Reconciling The Past: A Post-Colonial Perspective On The Literatures Of The American South
Simon (to whom he gave the name Peter).
(Mark, 3:16)
The name Jesus re-inscribes Simon into the world is Peter, a name which means “rock”. Simon is given the name Peter as a designation or symbol used for the foundation of the modern Christian faith. Peter is recognized as by Roman Catholics as the first Pope of the Catholic church: “Jesus said, ‘Take my sheep’.” (John 21:16). Peter became the name by which Jesus wrote back to the centre of the Roman world. This is an early example of post-colonial theory. Jesus used language to re-name Peter, sending a message of defiance to the centre of the Roman Empire: Jesus asserted his voice. At that moment when Simon became Peter, “the rock”, the foundation for the Christian faith is designed. These same principles are employed today by post-colonial writers who choose to write back to European centres through the appropriation of language and literature in an attempt to carve out an identity of their own, reconciling the pre-colonial and post-colonial calendars of their cultures. This is not to say that post-colonial, or commonwealth, writers are the only ones using these techniques in contemporary times. The theory belongs to no one group:
Commonwealth literature, it appears, is that body of writing created, I think, in the English language, by persons who are not themselves white Britons, or Irish, or citizens of the United States of America. I don’t know whether black citizens are part of this bizarre commonwealth or not. (Rushdie, 367)

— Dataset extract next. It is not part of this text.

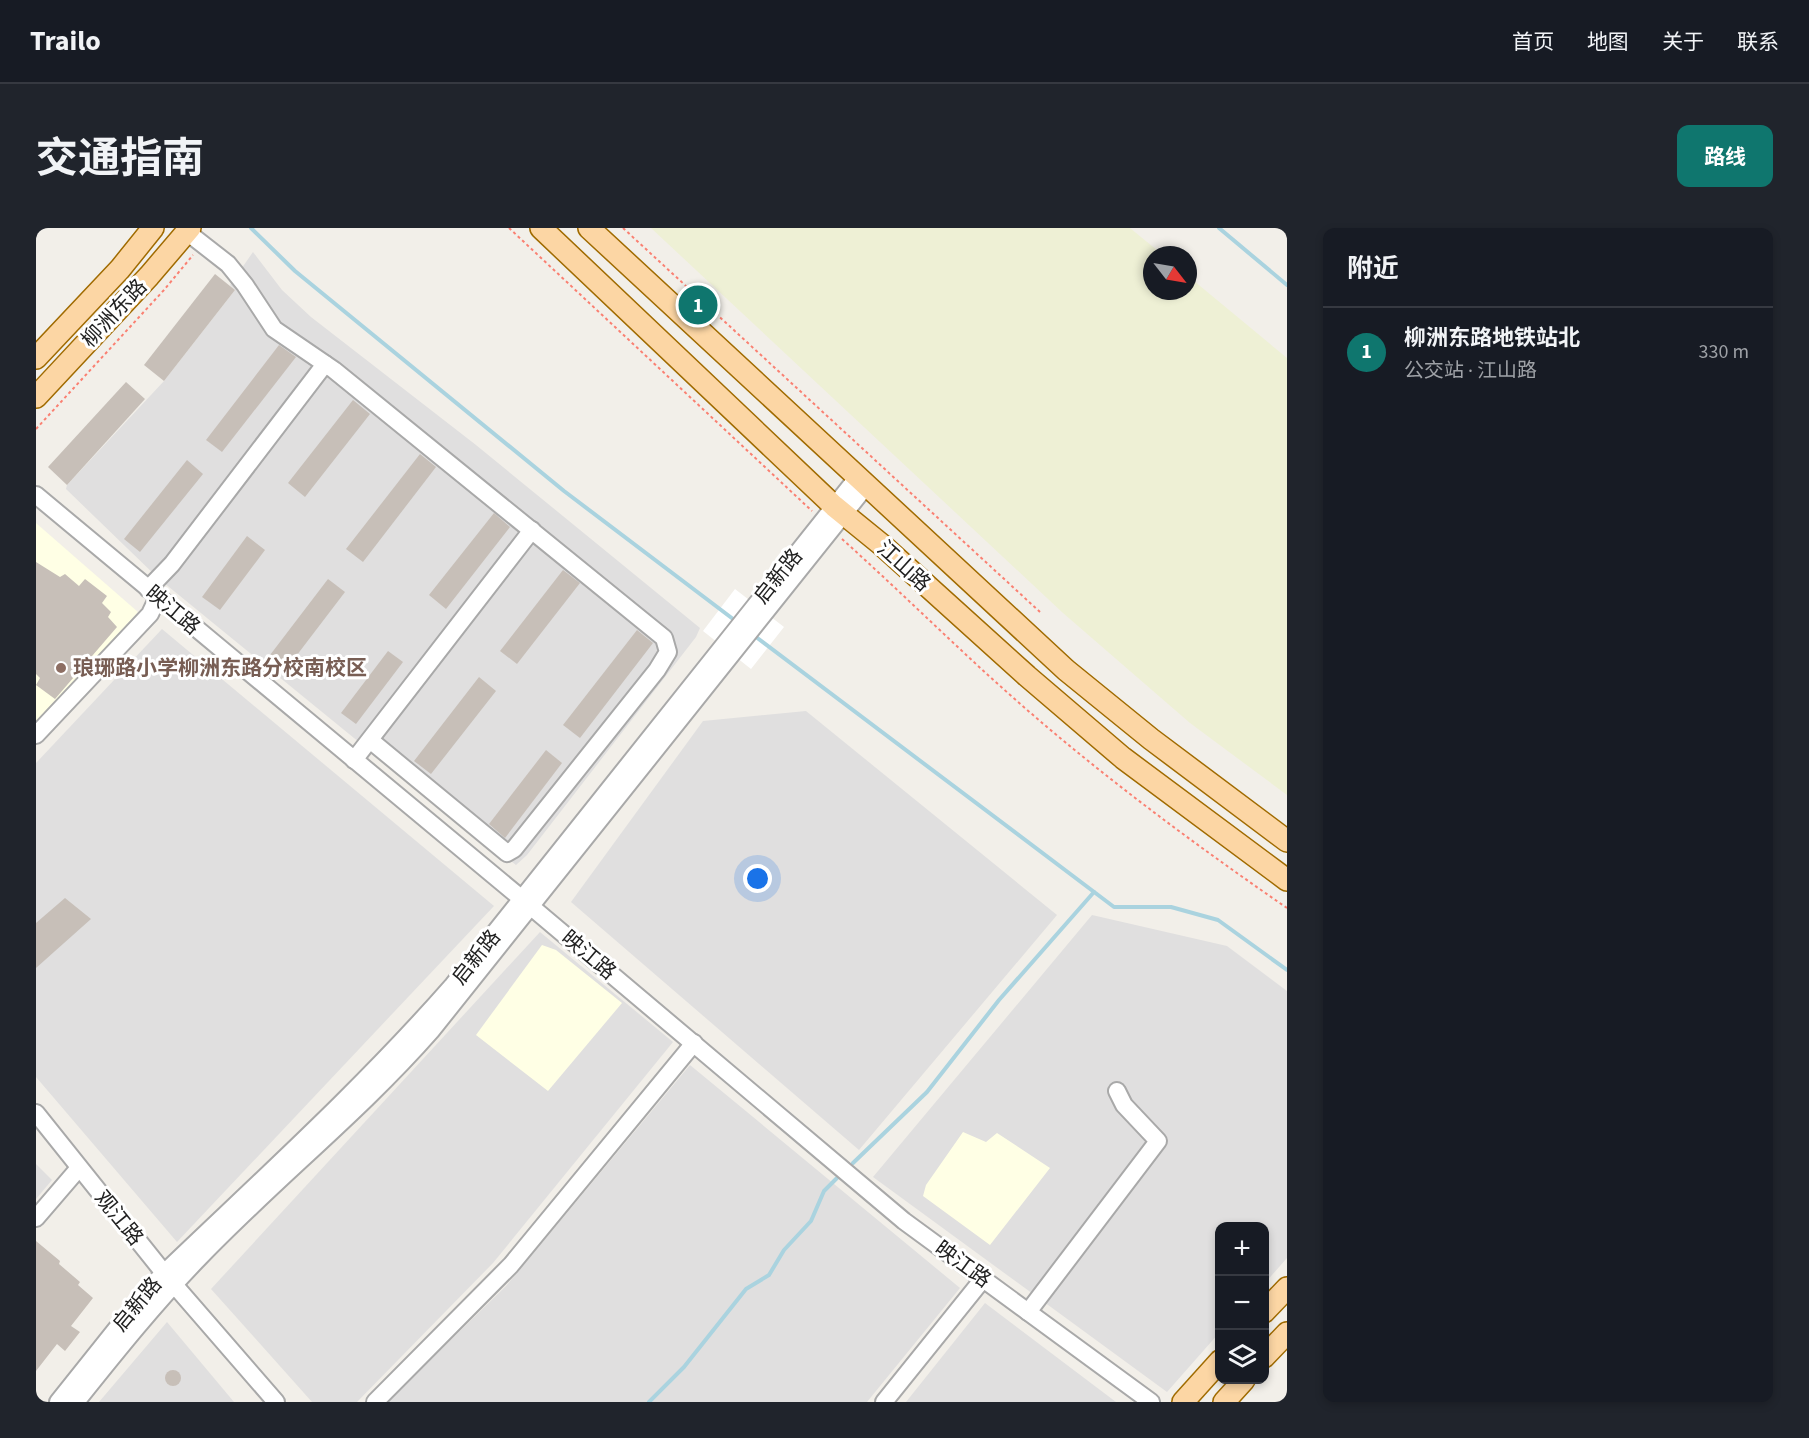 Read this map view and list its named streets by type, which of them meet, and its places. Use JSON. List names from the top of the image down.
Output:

Although many would argue that Irish writers are indeed post-colonial writers, Rushdie considers them part of the commonwealth, and in point of fact black Americans, or at least those who choose to be, are a part of Rushdie’s “bizarre commonwealth” because of the method of their writing. Those writers who are attempting to reconcile their pasts, present, and futures, such as Frederick Douglas and Alice Walker, are in actuality using the techniques of post-colonial theory in an attempt to achieve similar ends as writers like Salman Rushdie:
A major concern with post-colonial literature is the concern with place and displacement. It is here that the special post-colonial crisis of identity comes into being, the concern with development or recovery of an effective identifying relationship between self and place.

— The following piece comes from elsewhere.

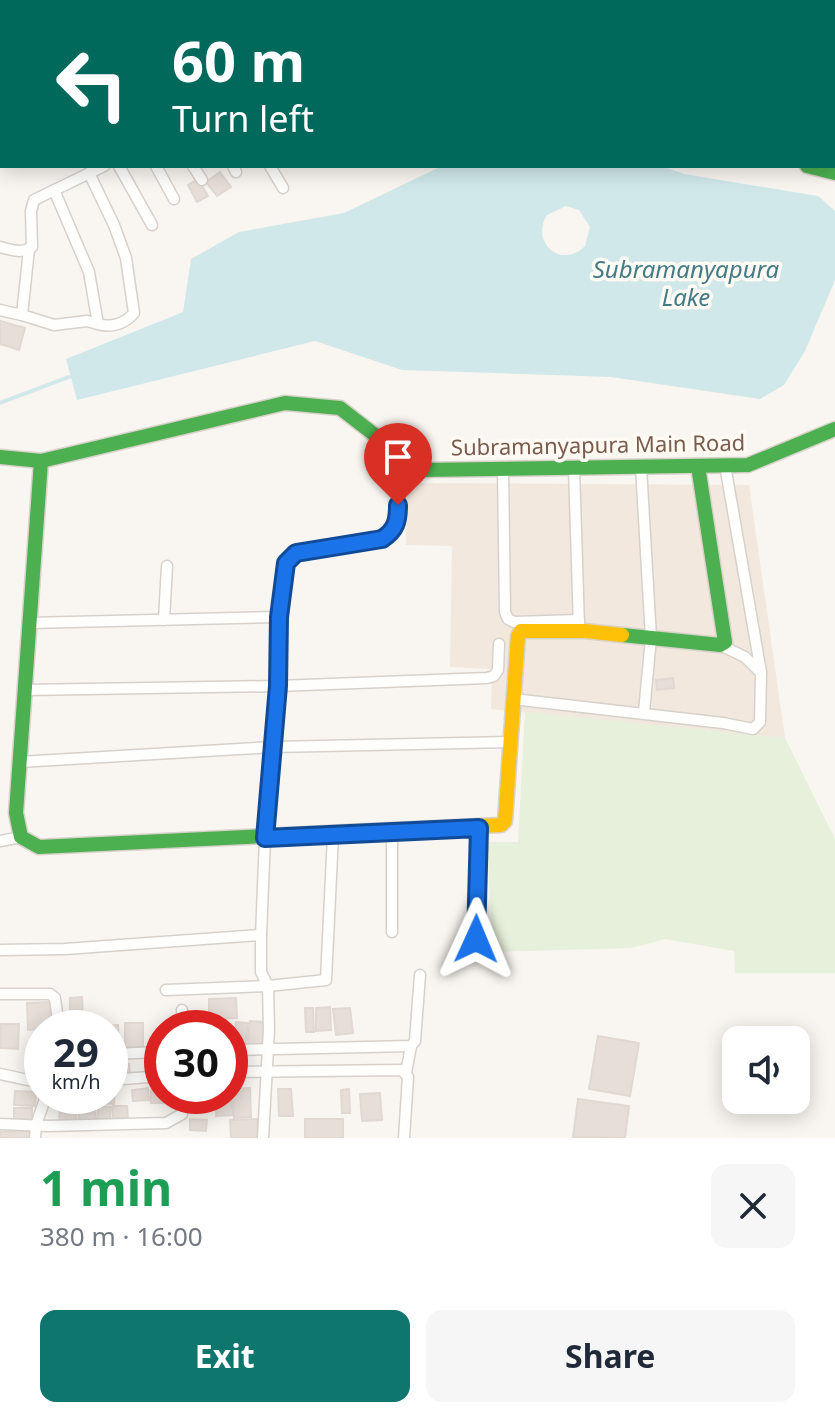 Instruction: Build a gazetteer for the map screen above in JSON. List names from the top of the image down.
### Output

(The Empire Writes Back, Introduction, 8–9)
These American writers are indeed displaced. They are all searching for their own sense of self knowing that they do not belong to the African culture of their ancestors but yet still have a claim to that heritage. Their writing is therefore post-colonial because these contrasting extremes of their lineage must be reconciled to create an identity for the future.
How the black American writer differs from those writers traditionally thought of as being post-colonial comes not in the writer’s agenda, but rather the target.
The idea of “post-colonial literary theory” emerges from
the inability of European theory to deal adequately with
the complexities and varied cultural provenance of post-
colonial writing. European theories emerge from particular
cultural traditions which are hidden by the falsenotion of
the “universal”.(The Empire WritesBack, Introduction, 11)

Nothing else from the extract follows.